Ahora bien, según cifras del dominio público, el número de personas que reciben dinero en efectivo del Gobierno (incluyendo a los “jóvenes construyendo el futuro” y a los “sembradores de vida” que, en estricto sentido, no reciben ayuda sino un salario por lo que hacen), asciende a 25 millones en números redondos. Pero quienes laboran en la economía informal o trabajan por su propia cuenta en lo que pueden, constituyen el 60% de la población económicamente activa, es decir, alrededor de 36 millones de personas. Por tanto, suponiendo que 25 millones de ellos reciban su dinero mensual, aquí hay ya 11 millones de mexicanos que no reciben nada. Y si no olvidamos que todos (o la inmensa mayoría) son jefes de familia, hay que multiplicar al menos por cuatro esa cifra, lo que nos da ya un total de 44 millones de desamparados por la pandemia. A ello hay que sumar miles de campesinos, de amas de casa, de familias que viven de las remesas que les envían sus familiares en Estados Unidos, y resulta que estamos hablando de entre 70 y 80 millones de mexicanos que se han quedado sin ingresos y sin qué comer.
Queremos subrayar, sin embargo, que esta vez no estamos hablando de cifras abstractas y de grandes agregados que pudieran ser discutibles. Los antorchistas estamos en todo el país y en estrecho contacto permanente con los sectores de menores ingresos. Los conocemos bien y ellos nos conocen a nosotros. Y son ellos, miles de ellos en estados como Yucatán, Sonora, Guerrero, Chiapas, Oaxaca, Puebla, Michoacán, Veracruz, por mencionar algunos, quienes nos están urgiendo a hacer algo para que ellos y sus pequeños hijos puedan comer; son ellos los que, concientizados antes por nosotros mismos, nos están desafiando a que demostremos que la unidad de propósitos y de acción de las masas populares pueden y deben ponerse a prueba en momentos críticos como el actual.
Es en nombre de ellos, y de muchos miles como ellos que se hallan angustiados y desesperados ante lo incierto de sus vidas, de su futuro, que estamos alzando nuestra voz en demanda de algo que resulta inaplazable: UN PROGRAMA NACIONAL DE DISTRIBUCIÓN DE ALIMENTOS A TODA LA POBLACIÓN QUE CARECE DE UN INGRESO FIJO Y QUE TAMPOCO RECIBE NINGUNA AYUDA DEL GOBIERNO.

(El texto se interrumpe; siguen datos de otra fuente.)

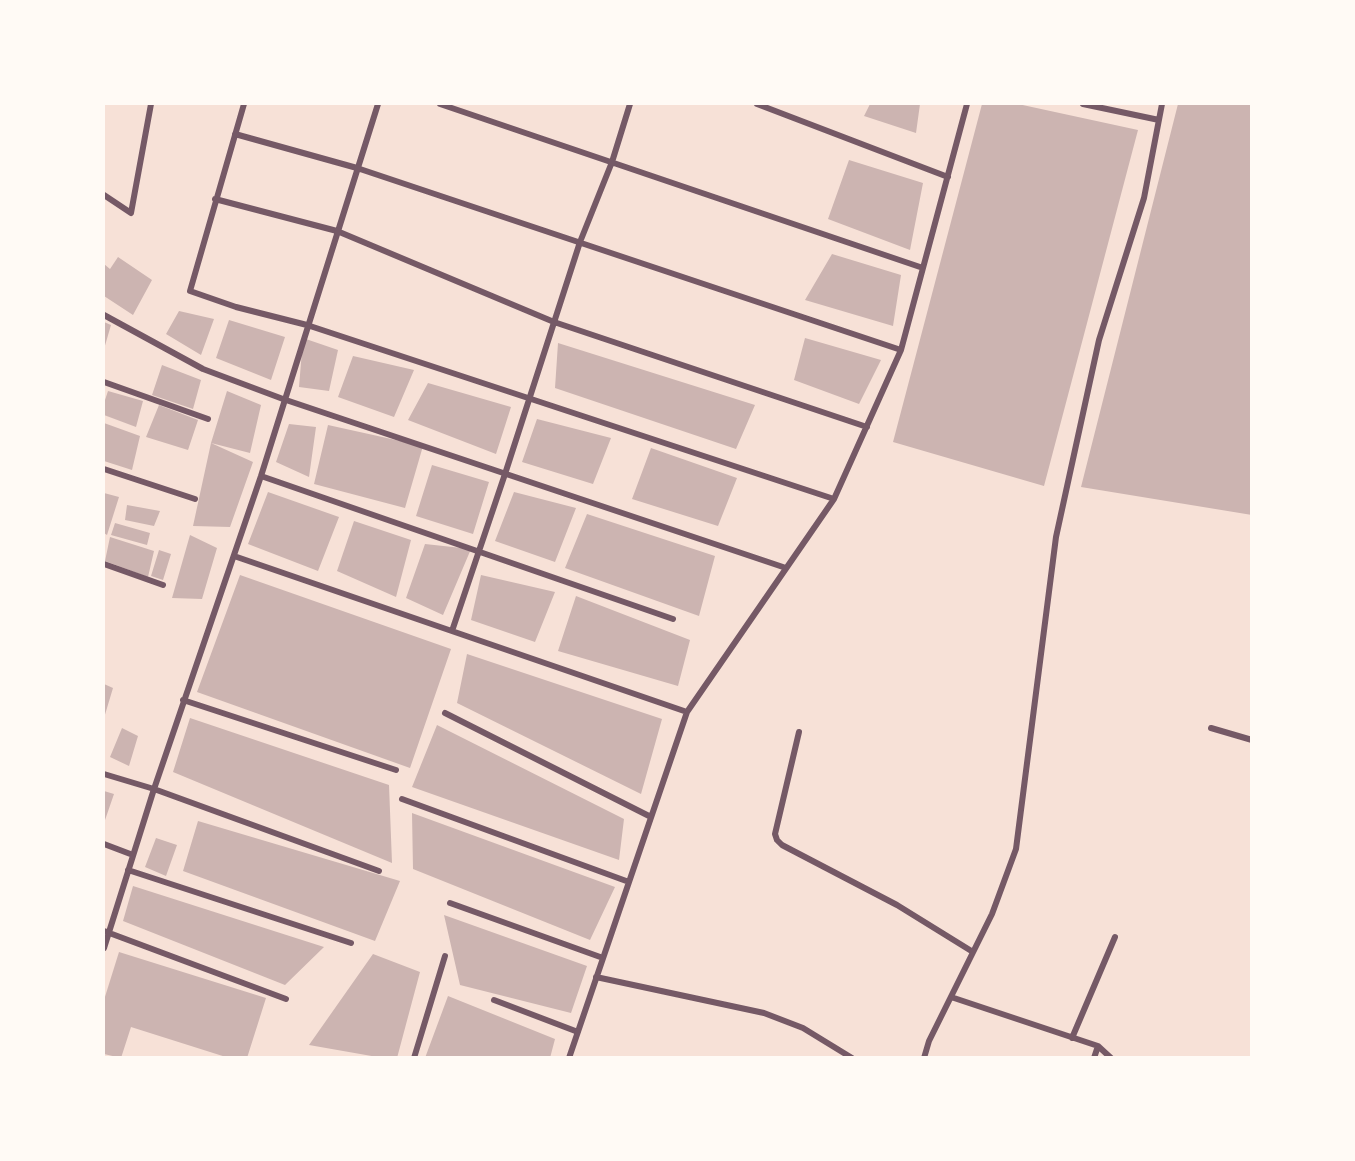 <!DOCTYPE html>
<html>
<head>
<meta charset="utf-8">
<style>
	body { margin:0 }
	#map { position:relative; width:1355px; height:1161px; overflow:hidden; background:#f7e1d7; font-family:"Golos Text",sans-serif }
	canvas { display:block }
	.frame { position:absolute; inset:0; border:105px solid #fffaf5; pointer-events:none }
</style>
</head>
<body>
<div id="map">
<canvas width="1355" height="1161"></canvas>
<div class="frame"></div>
</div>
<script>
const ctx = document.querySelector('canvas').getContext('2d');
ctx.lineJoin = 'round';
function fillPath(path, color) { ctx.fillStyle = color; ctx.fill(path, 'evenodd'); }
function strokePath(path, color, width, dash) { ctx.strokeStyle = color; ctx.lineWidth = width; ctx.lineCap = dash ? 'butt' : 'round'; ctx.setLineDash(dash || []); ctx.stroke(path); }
const building = new Path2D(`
	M870,104H920L916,133L864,116Z
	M982,104H1018L1138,130L1044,486L893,442Z
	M1178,104H1252V515L1081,487Z
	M849,160L923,183L910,250L828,219Z
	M832,254L901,275L893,326L805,300Z
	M118,257L152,280L133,315L104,296V264L110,269Z
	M179,311L214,319L201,355L166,334Z
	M229,320L285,337L271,380L216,358Z
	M104,322L111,325L104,349Z
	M303,338L338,350L329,391L299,387Z
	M805,338L881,360L859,404L794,380Z
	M558,343L755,405L736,449L555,388Z
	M353,356L414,370L394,417L338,397Z
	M162,365L201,380L193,409L152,395Z
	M428,383L511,407L496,454L408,420Z
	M108,391L143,401L136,427L104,415V403Z
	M227,391L261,405L250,453L211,443Z
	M159,405L198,420L188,450L146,437Z
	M537,419L611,438L593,484L522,462Z
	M104,423L140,436L132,470L104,461Z
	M289,424L316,427L309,477L276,462Z
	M328,425L423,446L405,508L314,484Z
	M211,443L253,462L230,527L193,526Z
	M651,448L737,478L718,526L632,499Z
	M432,465L489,482L473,534L416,516Z
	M268,492L339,517L318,571L248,544Z
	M514,492L576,508L555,562L495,541Z
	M104,493L119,497L107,535L104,533Z
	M127,505L160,511L154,526L125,520Z
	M587,514L715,556L699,616L565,568Z
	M354,521L411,540L396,597L337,571Z
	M115,523L150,533L147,545L111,535Z
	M190,535L217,548L202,599L172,598Z
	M110,537L154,551L148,577L105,561Z
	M425,544L471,549L443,615L406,598Z
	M159,550L171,554L163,580L151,576Z
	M240,575L451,649L410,768L197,692Z
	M481,575L555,592L535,642L471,620Z
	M576,596L690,640L678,686L558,651Z
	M467,654L662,719L641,794L457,703Z
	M104,684L113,688L104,718Z
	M190,718L389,785L392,863L173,772Z
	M437,725L624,819L619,860L412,787Z
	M122,728L138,736L129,766L110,757Z
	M104,791L114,794L104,823Z
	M412,813L615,887L590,940L413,869Z
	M198,821L400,881L375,941L183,871Z
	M156,838L177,845L166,876L145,867Z
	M133,886L324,947L285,985L123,921Z
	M444,915L587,966L571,1013L460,985Z
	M119,952L266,998L247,1058H229L131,1027L121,1058L104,1054V1000Z
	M373,954L420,972L397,1058H383L309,1045Z
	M448,996L555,1039L550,1058H425Z`);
const minor = new Path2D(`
	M244,104L190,291L236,307L307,325L834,499
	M378,104L261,476L154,789L379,871
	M440,104L923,268
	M757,104L948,177
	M1083,104L1159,120
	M235,134L357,168L901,350
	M104,195L131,213L151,104
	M215,199L337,231L554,322L867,427
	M104,315L203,369L283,399L786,568
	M104,382L208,419
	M104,469L195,499
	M261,476L673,619
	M234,556L687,712
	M104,564L163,585
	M452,631L505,474L580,242L612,162L630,104
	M183,700L396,770
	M445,713L651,817
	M1211,728L1252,740
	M799,732L775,834L777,840L782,845L897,905L973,952
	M104,774L154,789L104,948
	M402,799L629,882
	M104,844L133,855
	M128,870L351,943
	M450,903L603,958
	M104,931L286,999
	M596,977L764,1013L803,1028L852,1058
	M951,997L1098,1046L1111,1058
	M494,1000L578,1032
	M1072,1038L1115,937
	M414,1058L445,956
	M569,1058L687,712L834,499L901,350L967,104
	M924,1058L929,1041L992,914L1016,849L1056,537L1099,340L1144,198L1162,104
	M1094,1058L1098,1046`);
fillPath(building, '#ccb4b1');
strokePath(minor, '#755966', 6);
</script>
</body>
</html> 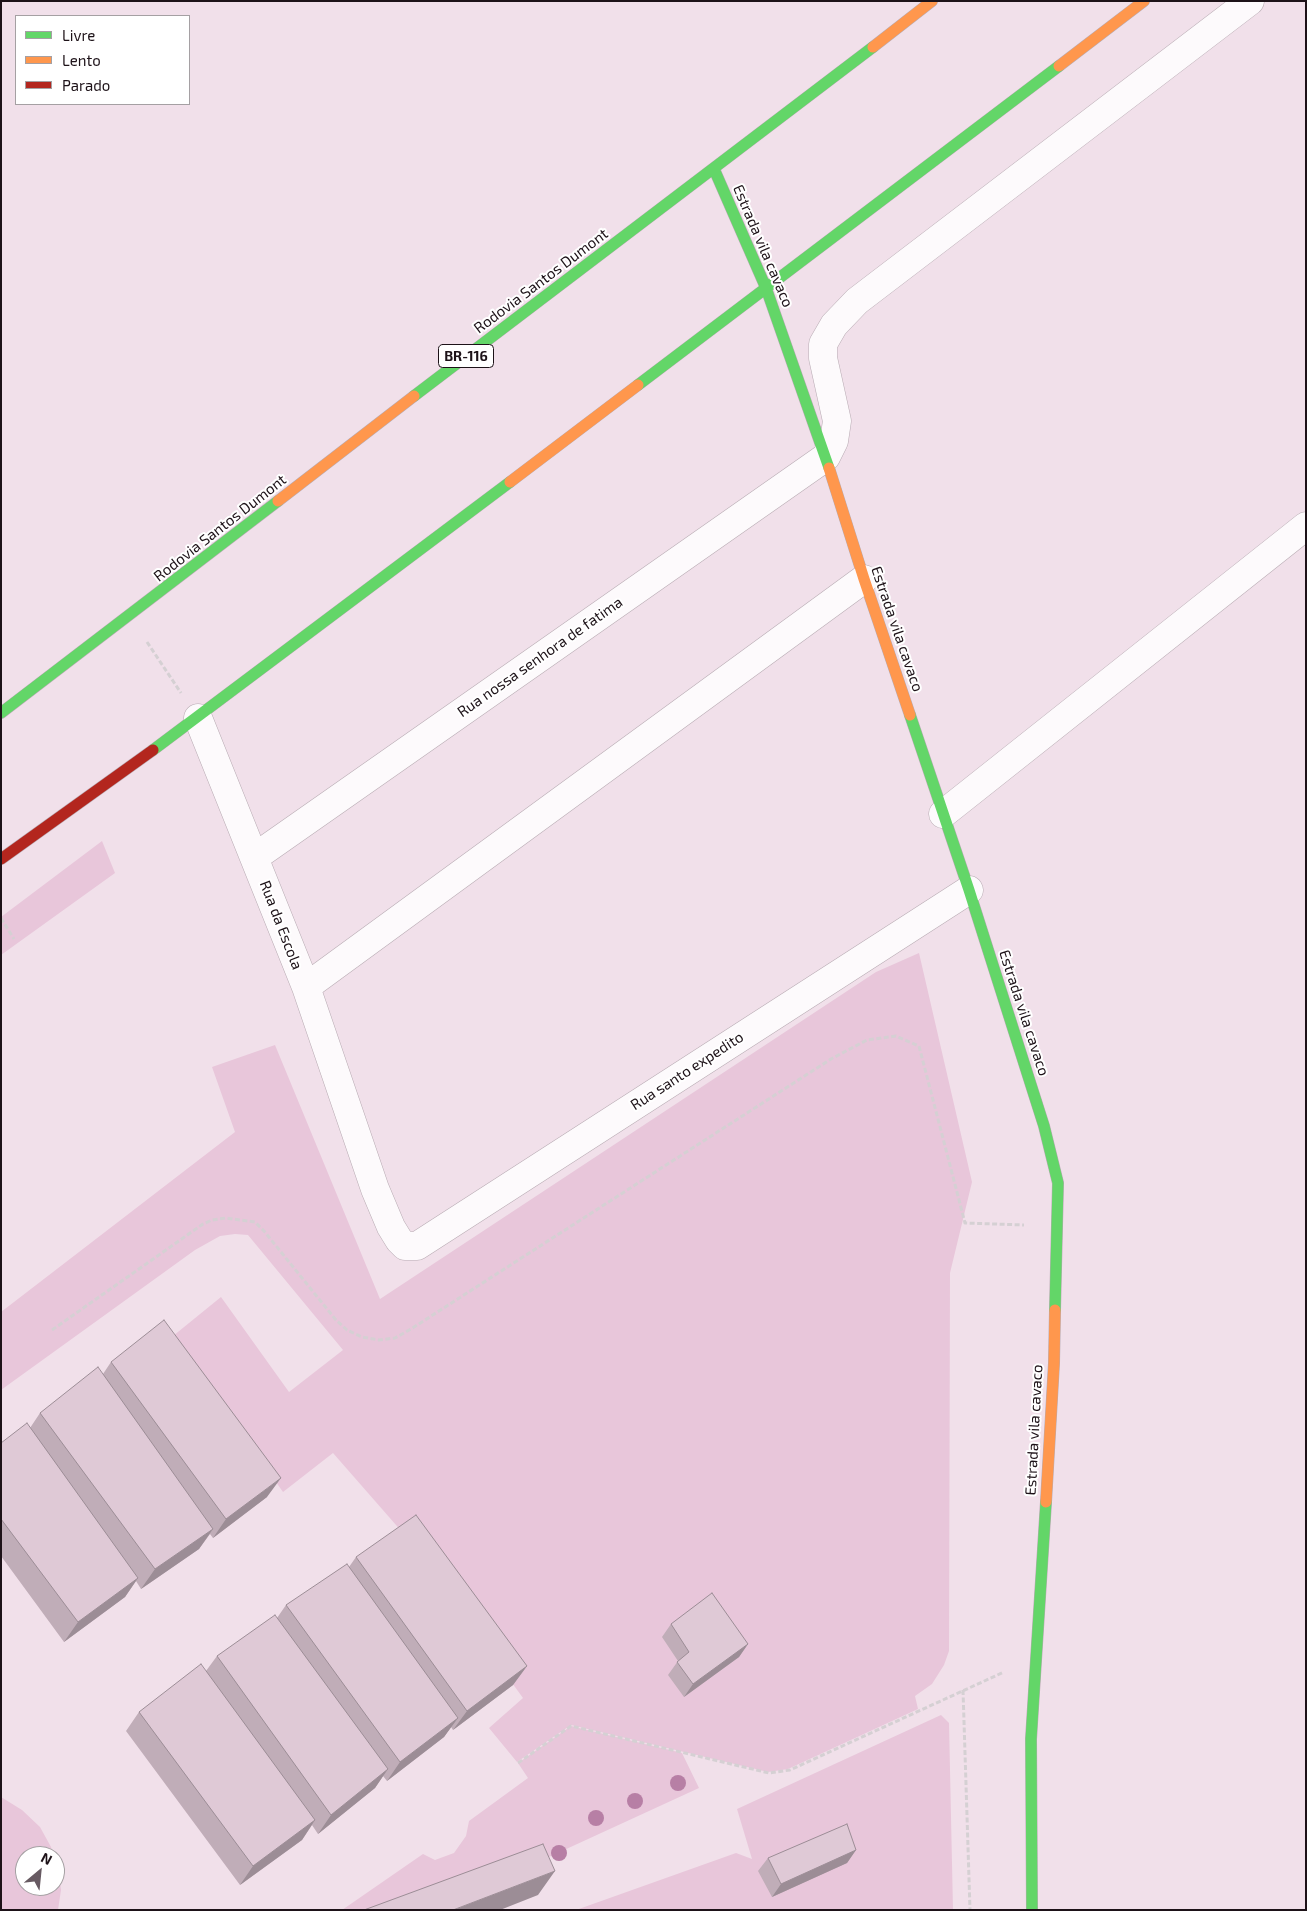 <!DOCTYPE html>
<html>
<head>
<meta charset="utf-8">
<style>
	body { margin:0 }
	#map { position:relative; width:1307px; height:1911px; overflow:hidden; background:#f1e0ea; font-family:"Exo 2",sans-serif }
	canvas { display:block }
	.frame { position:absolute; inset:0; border:2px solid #1d1218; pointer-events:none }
	.legend { position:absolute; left:15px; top:15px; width:175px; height:90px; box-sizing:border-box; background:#fff; border:1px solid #a5a0a3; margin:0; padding:6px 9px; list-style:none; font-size:15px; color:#1d1218 }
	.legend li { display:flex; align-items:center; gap:10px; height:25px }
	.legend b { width:25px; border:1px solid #a5a0a3 }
	.north { position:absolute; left:15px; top:1846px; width:50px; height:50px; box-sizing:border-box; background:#fff; border:1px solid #a5a0a3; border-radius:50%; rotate:28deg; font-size:14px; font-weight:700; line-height:20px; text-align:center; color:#1d1218 }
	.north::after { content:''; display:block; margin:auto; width:18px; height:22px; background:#675a62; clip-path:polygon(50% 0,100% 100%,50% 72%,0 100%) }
</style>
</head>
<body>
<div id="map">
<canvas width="1307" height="1911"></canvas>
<div class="frame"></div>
<ul class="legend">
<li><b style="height:6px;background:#63d668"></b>Livre</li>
<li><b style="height:6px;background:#ff974d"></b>Lento</li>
<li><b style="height:6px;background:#b3261e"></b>Parado</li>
</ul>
<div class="north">N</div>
</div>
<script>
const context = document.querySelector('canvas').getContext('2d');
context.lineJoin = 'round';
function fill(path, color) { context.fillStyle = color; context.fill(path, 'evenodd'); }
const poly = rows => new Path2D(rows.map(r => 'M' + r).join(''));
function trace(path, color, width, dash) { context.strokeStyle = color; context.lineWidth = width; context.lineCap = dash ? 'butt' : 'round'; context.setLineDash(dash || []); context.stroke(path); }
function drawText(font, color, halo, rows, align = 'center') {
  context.font = font + ' "Exo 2",sans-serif'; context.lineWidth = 4; context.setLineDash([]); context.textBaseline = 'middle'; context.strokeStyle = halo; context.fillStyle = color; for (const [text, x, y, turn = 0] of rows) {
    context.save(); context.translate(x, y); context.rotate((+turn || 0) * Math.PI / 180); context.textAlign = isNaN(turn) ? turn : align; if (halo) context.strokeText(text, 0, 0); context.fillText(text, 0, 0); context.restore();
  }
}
fill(poly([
	[102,841,115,873,1,955,1,917],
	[919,953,972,1182,950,1273,949,1651,944,1665,932,1684,915,1696,918,1709,788,1769,768,1772,571,1725,517,1762,489,1728,523,1698,403,1533,333,1453,283,1492,173,1336,221,1297,289,1392,343,1350,248,1235,235,1234,220,1236,195,1250,1,1390,1,1312,235,1132,212,1067,275,1045,380,1299,876,972],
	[941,1715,949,1723,953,1910,576,1910,736,1853,752,1859,737,1809],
	[571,1726,682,1753,699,1788,525,1868,414,1910,342,1910,423,1854,435,1860,454,1853,466,1836,469,1821,528,1778,518,1763],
	[1,1797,22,1810,40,1827,51,1847,53,1856,25,1856,25,1886,55,1886,55,1861,58,1868,61,1890,58,1910,1,1910]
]), '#e8c6da');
const street = poly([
	[198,718,306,987,375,1189,391,1227,399,1240,405,1246,417,1246,969,890],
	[943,814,1306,526],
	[255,857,826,457,834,441,837,421,823,358,823,344,834,325,857,301,1250,1],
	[306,987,864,579]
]);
const fast = poly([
	[714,169,766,288,829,468],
	[638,385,1059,66],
	[414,396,873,47],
	[1,713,278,501],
	[910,715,969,890,1044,1126,1058,1183,1055,1310],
	[153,750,510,482],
	[1032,1910,1031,1739,1046,1502]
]);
const slow = poly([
	[873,47,932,1],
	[1059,66,1144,1],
	[829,468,864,579,910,715],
	[510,482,638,385],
	[278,501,414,396],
	[1046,1502,1054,1363,1055,1310]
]);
const jam = poly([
	[1,859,153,750]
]);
trace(street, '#b8abb3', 29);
trace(fast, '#b8abb3', 12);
trace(slow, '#b8abb3', 12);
trace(jam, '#b8abb3', 12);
trace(poly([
	[147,642,181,693],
	[1,918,14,939],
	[52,1330,203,1224,212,1220,226,1218,255,1222,264,1231,336,1320,347,1330,362,1337,379,1340,395,1338,411,1329,831,1059,867,1040,896,1036,919,1046,965,1223,1024,1225],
	[963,1690,970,1910],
	[518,1763,571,1726,769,1773,790,1770,1004,1672]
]), '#d5d0d3', 3, [5, 2.5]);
trace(street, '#fdfafc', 28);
trace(fast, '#63d668', 11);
trace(slow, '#ff974d', 11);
trace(jam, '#b3261e', 11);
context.fillStyle = '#b77fa5';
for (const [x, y] of [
	[678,1783],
	[635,1801],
	[596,1818],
	[559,1853]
]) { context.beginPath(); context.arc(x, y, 8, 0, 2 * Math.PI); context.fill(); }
fill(poly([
	[111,1362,267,1497,213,1538,210,1534,199,1549,141,1589,136,1581,125,1597,64,1642,1,1556,1,1443,30,1428,40,1413,103,1374],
	[356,1557,527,1666,513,1685,453,1730,451,1727,444,1737,387,1781,383,1776,375,1788,318,1834,312,1825,302,1840,240,1885,126,1731,139,1712,206,1671,217,1656,277,1618,286,1605,349,1567],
	[671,1624,748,1644,739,1657,684,1697,668,1675,678,1661,662,1637],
	[856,1850,847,1863,772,1897,758,1871,768,1858]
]), '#c0adb8');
fill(poly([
	[281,1478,267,1497,213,1538,226,1519],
	[213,1529,199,1549,141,1589,155,1569],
	[138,1578,125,1597,64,1642,78,1622],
	[748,1644,739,1657,684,1697,693,1684],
	[527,1666,513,1685,453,1730,467,1711],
	[458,1718,444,1737,387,1781,400,1762],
	[388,1769,375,1788,318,1834,331,1815],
	[315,1820,302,1840,240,1885,253,1866],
	[856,1850,847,1863,772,1897,781,1884],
	[555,1871,538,1895,500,1910,453,1910]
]), '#9c8d96');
const building = poly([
	[164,1320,281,1478,226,1519,111,1362,164,1320],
	[98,1367,213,1529,155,1569,40,1413,98,1367],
	[27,1423,138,1578,78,1622,1,1519,1,1443,27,1423],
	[416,1515,527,1666,467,1711,356,1557,416,1515],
	[347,1564,458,1718,400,1762,286,1605,347,1564],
	[712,1593,748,1644,693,1684,677,1662,689,1652,671,1624,712,1593],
	[275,1615,388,1769,331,1815,217,1656,275,1615],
	[201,1664,315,1820,253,1866,139,1712,201,1664],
	[847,1824,856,1850,781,1884,768,1858,847,1824],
	[543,1844,555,1871,453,1910,364,1910,543,1844]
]);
fill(building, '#dfc9d6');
trace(building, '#9c8d96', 1);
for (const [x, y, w] of [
	[466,356,55]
]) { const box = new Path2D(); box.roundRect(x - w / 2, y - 11.5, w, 23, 4); context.fillStyle = '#fff'; context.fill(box); trace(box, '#1d1218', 1); }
drawText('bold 14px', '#1d1218', null, [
	["BR-116",466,356]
]);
drawText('15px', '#1d1218', '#fff', [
	["Estrada vila cavaco",763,246,67],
	["Rodovia Santos Dumont",541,281,-37],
	["Rodovia Santos Dumont",220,528,-38],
	["Estrada vila cavaco",897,629,71],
	["Rua nossa senhora de fatima",540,657,-35],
	["Rua da Escola",281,925,69],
	["Estrada vila cavaco",1024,1013,72],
	["Rua santo expedito",687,1071,-33],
	["Estrada vila cavaco",1034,1430,-87]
]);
</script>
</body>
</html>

En prevención de los ataques del cretinismo homogenizado de políticos y defensores mediáticos del Presidente y del gobierno de la 4ª T, que seguramente saldrá a acusarnos de oportunismo político, de querer medrar con la necesidad del pueblo, de querer “sacar raja política” de la coyuntura, nos adelantamos a aclarar que no pedimos absolutamente ninguna participación en la ejecución de dicho programa. ¡Que lo lleven a cabo los chairos y los siervos de la nación, para honra y prez del Gobierno que los subsidia! Solo nos interesa que la gente más humilde de este sufrido país no se muera de hambre, y que tampoco se vea precisada a lanzarse a una revuelta sin sentido, empujada por la necesidad. ¡Es esencial para los antorchistas de México, dejar constancia escrita de lo que proponemos, de lo que pedimos y para quién lo pedimos! Nada más.